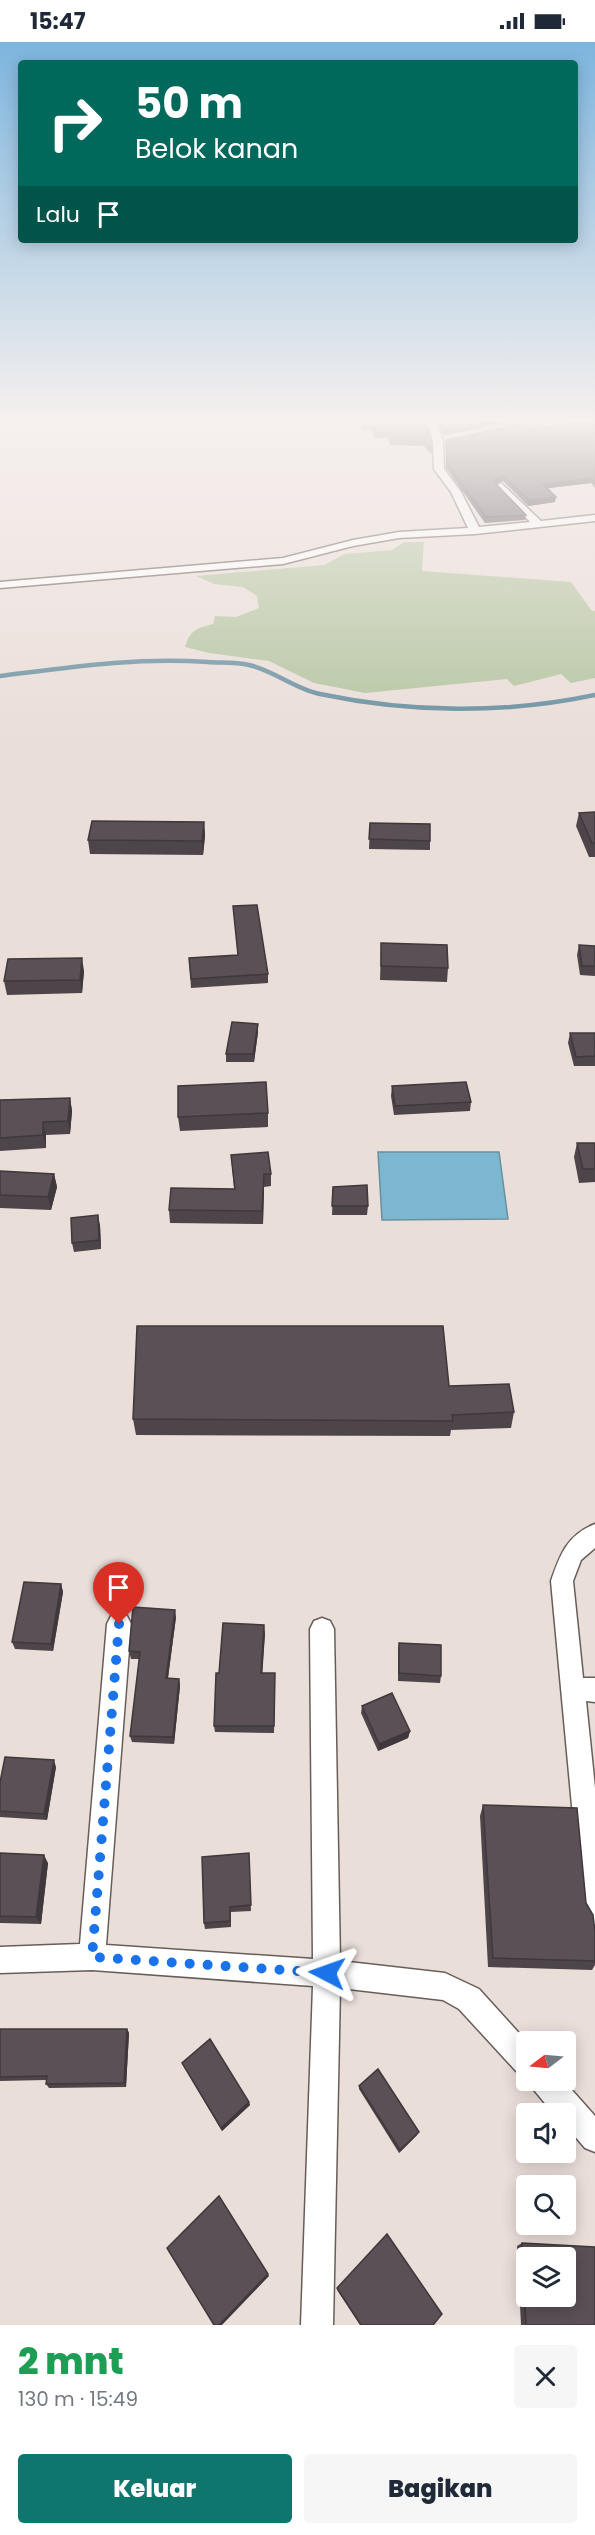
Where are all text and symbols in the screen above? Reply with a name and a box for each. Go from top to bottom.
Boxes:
text: 15:47 [30,6,85,37]
text: 50 m [135,74,243,133]
icon: right [36,84,114,162]
text: Belok kanan [135,130,298,167]
icon: arrive [92,198,125,231]
text: Lalu [36,199,80,230]
pin [93,1562,144,1624]
icon: arrive [102,1571,135,1604]
position arrow [295,1941,359,2005]
north arrow [516,2031,576,2091]
map controls [516,2031,576,2307]
button: sound [516,2103,576,2163]
button: search [516,2175,576,2235]
button: layers [516,2247,576,2307]
text: 2 mnt [18,2336,124,2387]
button: close [514,2345,577,2408]
text: 130 m · 15:49 [18,2385,138,2413]
button: Keluar [18,2454,292,2523]
button: Bagikan [304,2454,577,2523]

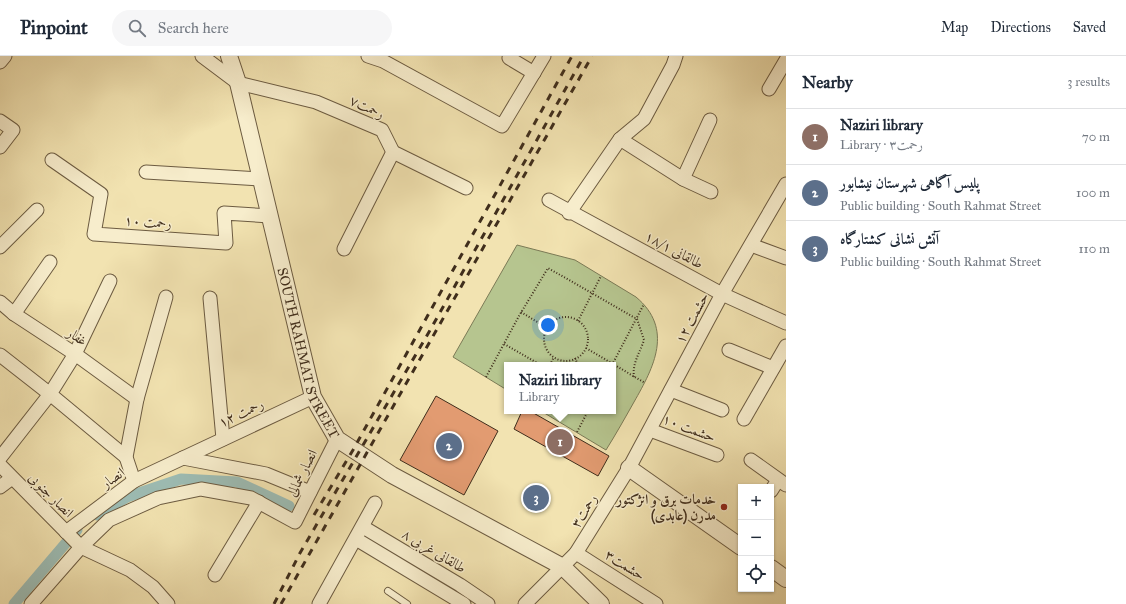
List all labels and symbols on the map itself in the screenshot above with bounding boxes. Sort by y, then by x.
street label: رحمت۷ [347,92,387,122]
street label: رحمت ۱۰ [124,212,172,232]
street label: طالقانی ۱۸/۱ [642,228,706,272]
street label: SOUTH RAHMAT STREET [274,266,344,442]
street label: حشمت ۱۲ [671,290,713,346]
your location [538,315,558,335]
street label: غفار [62,323,90,350]
street label: رحمت ۱۲ [216,395,266,431]
street label: حشمت ۱۰ [660,410,718,446]
pin: 1 [547,427,573,457]
pin: 2 [436,431,462,461]
street label: انصار شمالی [283,447,321,499]
street label: انصار [96,464,128,493]
street label: انصار جنوبی [24,469,77,522]
pin: 3 [523,483,549,513]
street label: رحمت۳ [567,491,601,531]
place label: خدمات برق و انژکتور مدرن (عابدی) [615,491,717,525]
marker: خدمات برق و انژکتور مدرن (عابدی) [719,502,729,512]
street label: طالقانی غربی ۸ [398,525,469,578]
street label: حشمت۳ [602,546,648,584]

········

_What you should do_:
Omit every picture while transcribing the records above exactly.

_Answer below_:
Where are all text and symbols in the screen above? Reply with a name and a box for each. Go from top to bottom.
Boxes:
text: 15:47 [30,6,85,37]
text: 50 m [135,74,243,133]
icon: right [36,84,114,162]
text: Belok kanan [135,130,298,167]
icon: arrive [92,198,125,231]
text: Lalu [36,199,80,230]
pin [93,1562,144,1624]
icon: arrive [102,1571,135,1604]
position arrow [295,1941,359,2005]
north arrow [516,2031,576,2091]
map controls [516,2031,576,2307]
button: sound [516,2103,576,2163]
button: search [516,2175,576,2235]
button: layers [516,2247,576,2307]
text: 2 mnt [18,2336,124,2387]
button: close [514,2345,577,2408]
text: 130 m · 15:49 [18,2385,138,2413]
button: Keluar [18,2454,292,2523]
button: Bagikan [304,2454,577,2523]

List all labels and symbols on the map itself in the screenshot above with bounding boxes. Sort by y, then by x.
street label: رحمت۷ [347,92,387,122]
street label: رحمت ۱۰ [124,212,172,232]
street label: طالقانی ۱۸/۱ [642,228,706,272]
street label: SOUTH RAHMAT STREET [274,266,344,442]
street label: حشمت ۱۲ [671,290,713,346]
your location [538,315,558,335]
street label: غفار [62,323,90,350]
street label: رحمت ۱۲ [216,395,266,431]
street label: حشمت ۱۰ [660,410,718,446]
pin: 1 [547,427,573,457]
pin: 2 [436,431,462,461]
street label: انصار شمالی [283,447,321,499]
street label: انصار [96,464,128,493]
street label: انصار جنوبی [24,469,77,522]
pin: 3 [523,483,549,513]
street label: رحمت۳ [567,491,601,531]
place label: خدمات برق و انژکتور مدرن (عابدی) [615,491,717,525]
marker: خدمات برق و انژکتور مدرن (عابدی) [719,502,729,512]
street label: طالقانی غربی ۸ [398,525,469,578]
street label: حشمت۳ [602,546,648,584]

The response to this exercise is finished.